[Saved data entries]
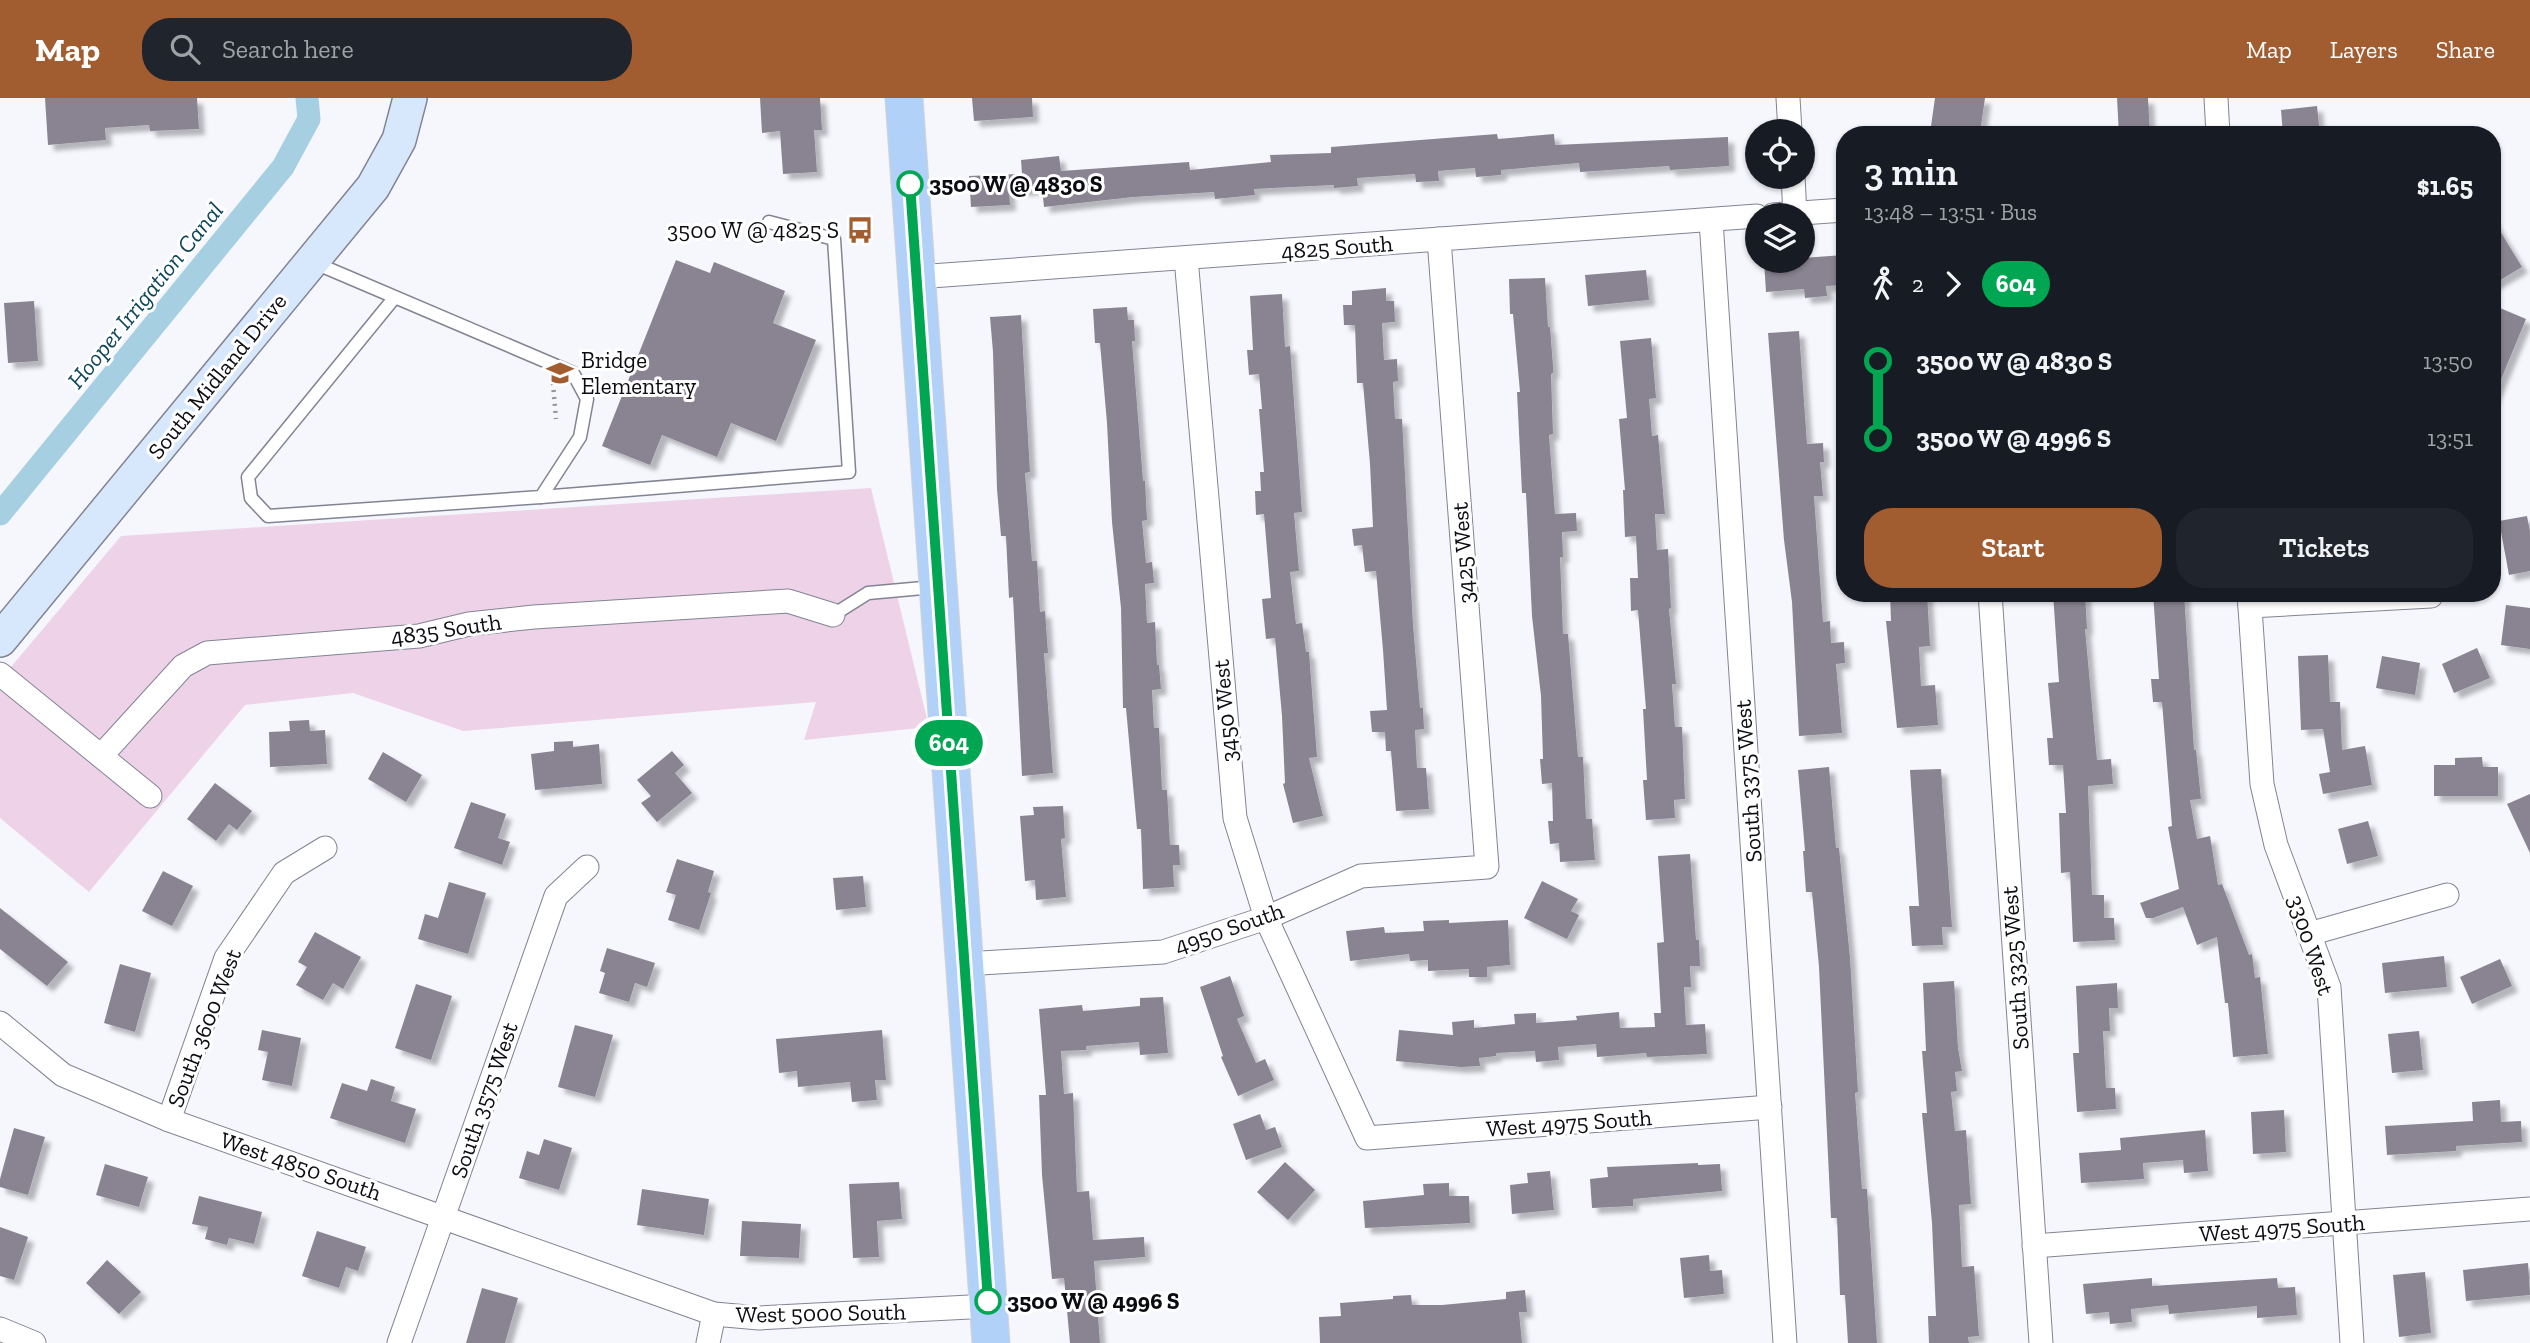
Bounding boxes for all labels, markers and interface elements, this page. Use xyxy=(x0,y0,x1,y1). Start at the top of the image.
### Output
search box xyxy=(142,18,632,81)
text: Map xyxy=(35,30,100,69)
icon: search xyxy=(166,30,204,68)
text: Search here xyxy=(222,33,354,65)
text: Map xyxy=(2246,35,2292,64)
text: Layers xyxy=(2330,35,2398,64)
text: Share xyxy=(2436,35,2495,64)
map controls xyxy=(1745,119,1815,273)
button: locate xyxy=(1745,119,1815,189)
text: 3 min xyxy=(1864,149,1958,195)
place label: 3500 W @ 4830 S xyxy=(929,170,1103,198)
text: $1.65 xyxy=(2417,170,2473,202)
marker: 3500 W @ 4830 S xyxy=(897,171,923,197)
water label: Hooper Irrigation Canal xyxy=(61,196,229,394)
text: 13:48 – 13:51 · Bus xyxy=(1864,198,2037,226)
button: layers xyxy=(1745,203,1815,273)
bus stop icon: 3500 W @ 4825 S xyxy=(845,215,875,245)
place label: 3500 W @ 4825 S xyxy=(667,216,839,244)
street label: 4825 South xyxy=(1280,229,1394,265)
icon: walk xyxy=(1864,265,1902,303)
icon: forward xyxy=(1934,265,1972,303)
text: 604 xyxy=(1996,269,2036,298)
text: 2 xyxy=(1912,270,1924,298)
street label: South Midland Drive xyxy=(142,287,292,465)
text: 3500 W @ 4830 S xyxy=(1916,345,2112,377)
place label: Bridge Elementary xyxy=(581,346,697,400)
text: 13:50 xyxy=(2423,347,2473,375)
school or university icon: Bridge Elementary xyxy=(545,358,575,388)
text: 3500 W @ 4996 S xyxy=(1916,422,2111,454)
text: 13:51 xyxy=(2427,424,2473,452)
street label: 3425 West xyxy=(1445,501,1481,605)
button: Start xyxy=(1864,508,2162,588)
button: Tickets xyxy=(2176,508,2473,588)
street label: 4835 South xyxy=(389,607,503,651)
street label: 3450 West xyxy=(1207,658,1243,764)
street label: South 3375 West xyxy=(1728,698,1768,863)
line badge: 604 xyxy=(909,720,989,766)
text: 604 xyxy=(929,728,969,757)
street label: South 3325 West xyxy=(1995,885,2035,1051)
street label: 3300 West xyxy=(2282,892,2340,999)
street label: 4950 South xyxy=(1171,896,1287,960)
street label: South 3600 West xyxy=(161,944,247,1111)
street label: South 3575 West xyxy=(444,1018,524,1182)
street label: West 4975 South xyxy=(1485,1103,1653,1143)
street label: West 4850 South xyxy=(217,1125,385,1207)
street label: West 4975 South xyxy=(2198,1208,2366,1248)
place label: 3500 W @ 4996 S xyxy=(1007,1287,1180,1315)
marker: 3500 W @ 4996 S xyxy=(975,1288,1001,1314)
street label: West 5000 South xyxy=(736,1298,906,1328)

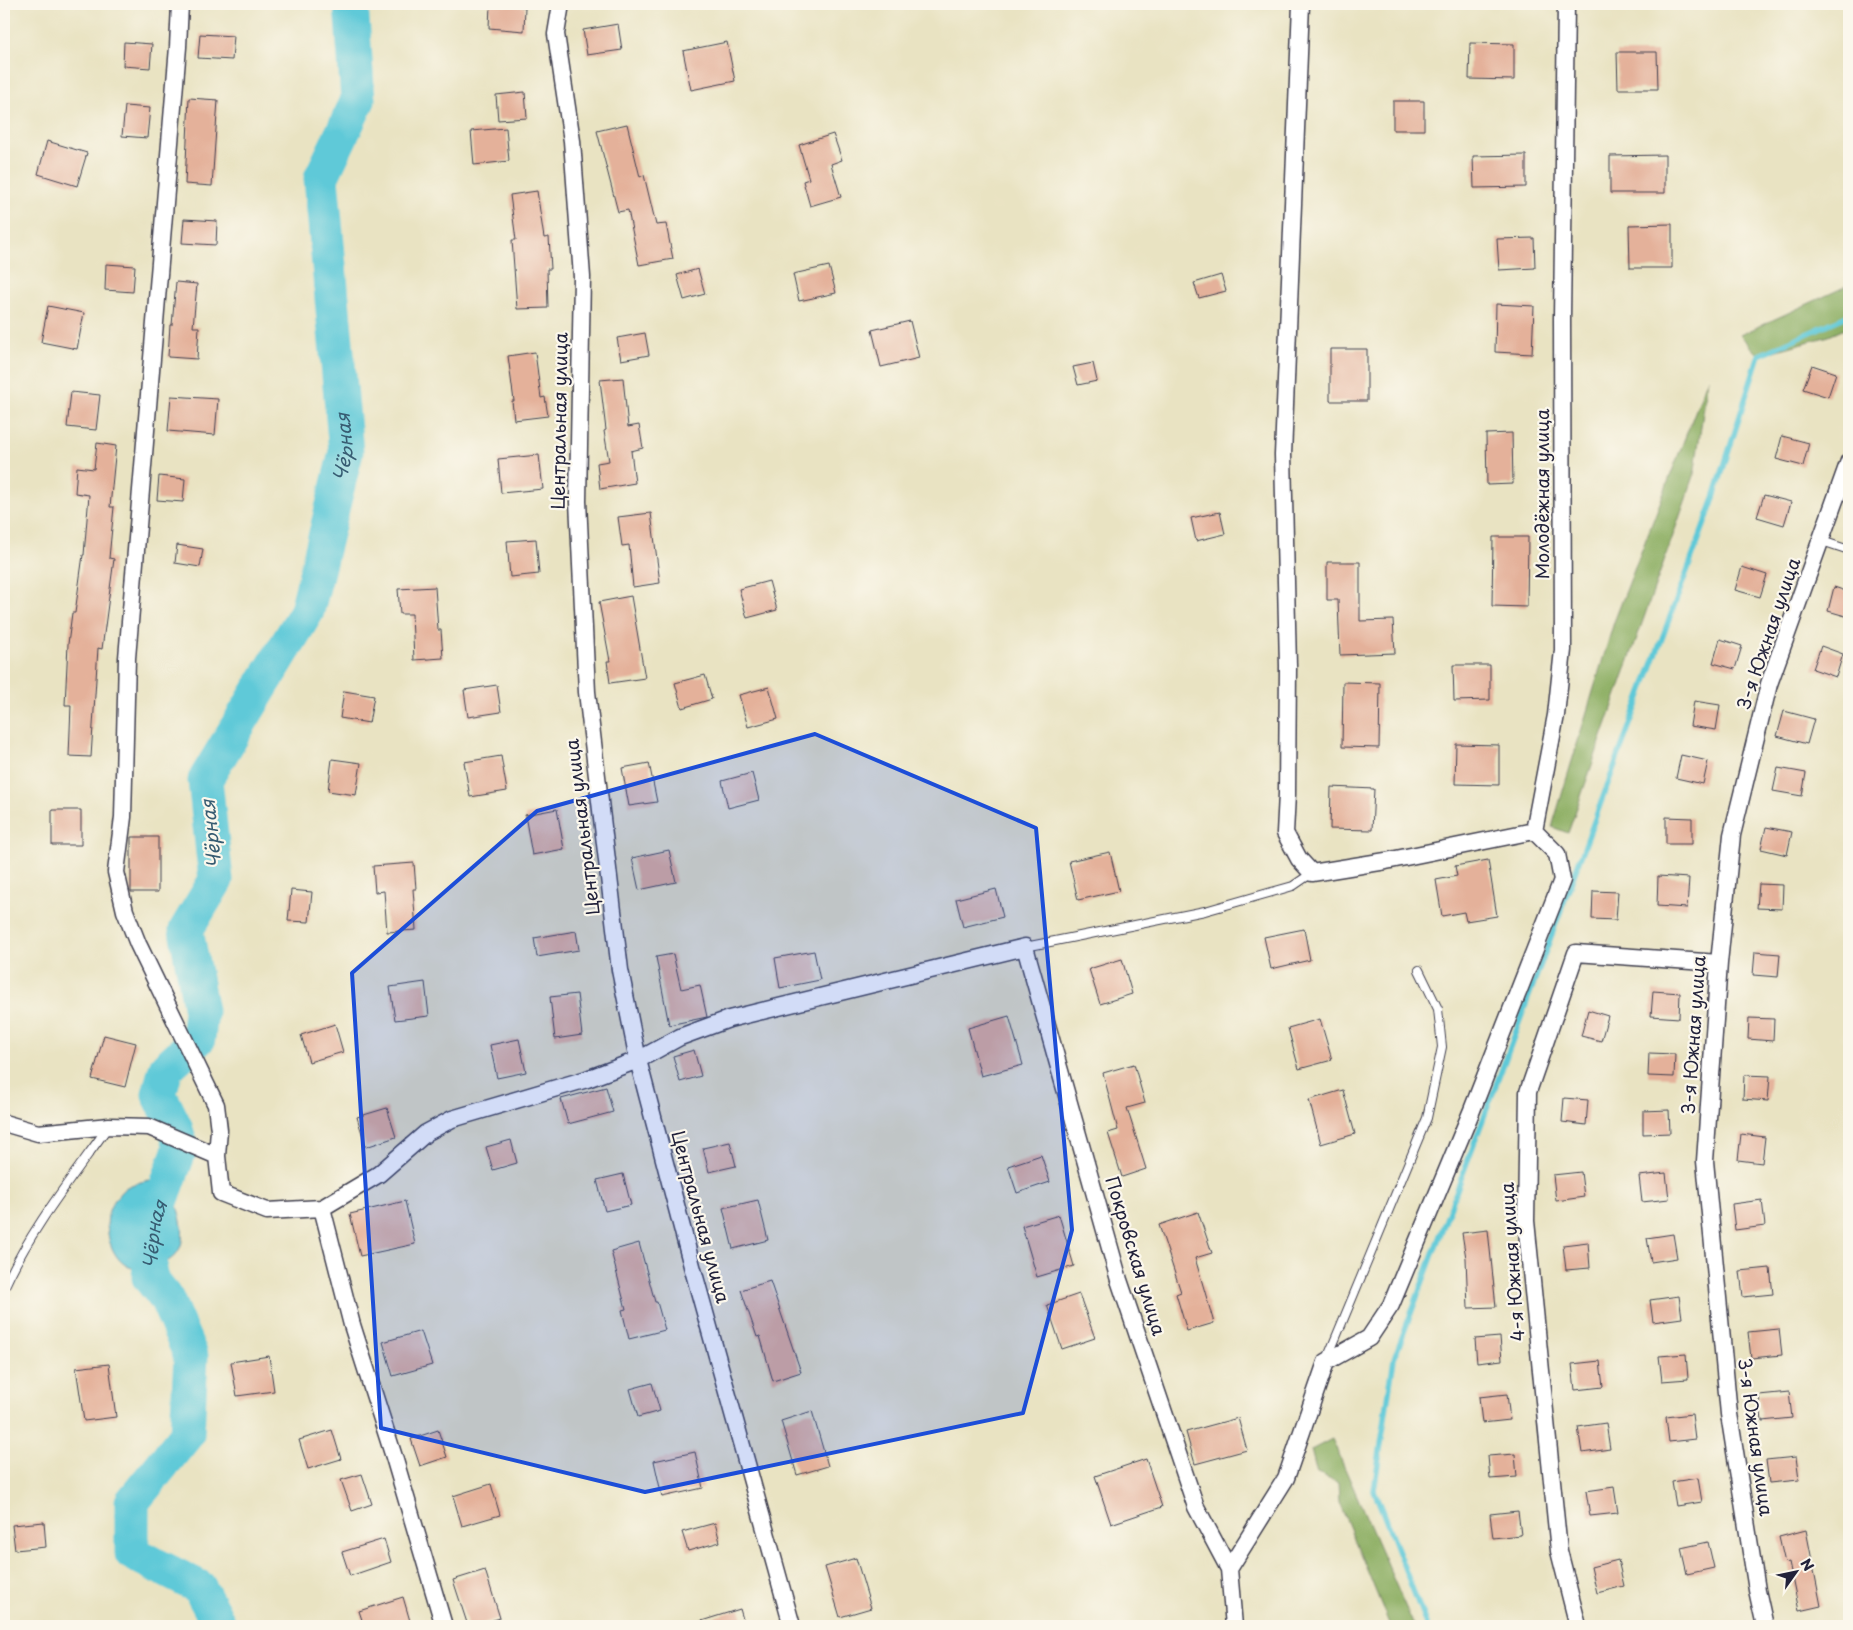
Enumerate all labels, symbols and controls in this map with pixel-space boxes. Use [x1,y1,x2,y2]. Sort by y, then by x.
street label: Центральная улица [543,331,574,510]
street label: Молодёжная улица [1528,408,1555,579]
water label: Чёрная [324,410,360,484]
street label: 3-я Южная улица [1729,553,1807,713]
street label: Центральная улица [557,737,606,917]
water label: Чёрная [192,797,228,870]
street label: 3-я Южная улица [1673,954,1712,1115]
street label: Центральная улица [665,1127,738,1306]
street label: Покровская улица [1099,1173,1174,1339]
street label: 4-я Южная улица [1492,1181,1531,1343]
water label: Чёрная [135,1195,174,1270]
street label: 3-я Южная улица [1732,1356,1781,1518]
north arrow [1770,1548,1820,1598]
text: N [1795,1554,1819,1575]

# Problem requirements
Among the records above, find each line holding "Чёрная" and list it.

# Problem solution
water label: Чёрная [324,410,360,484]
water label: Чёрная [192,797,228,870]
water label: Чёрная [135,1195,174,1270]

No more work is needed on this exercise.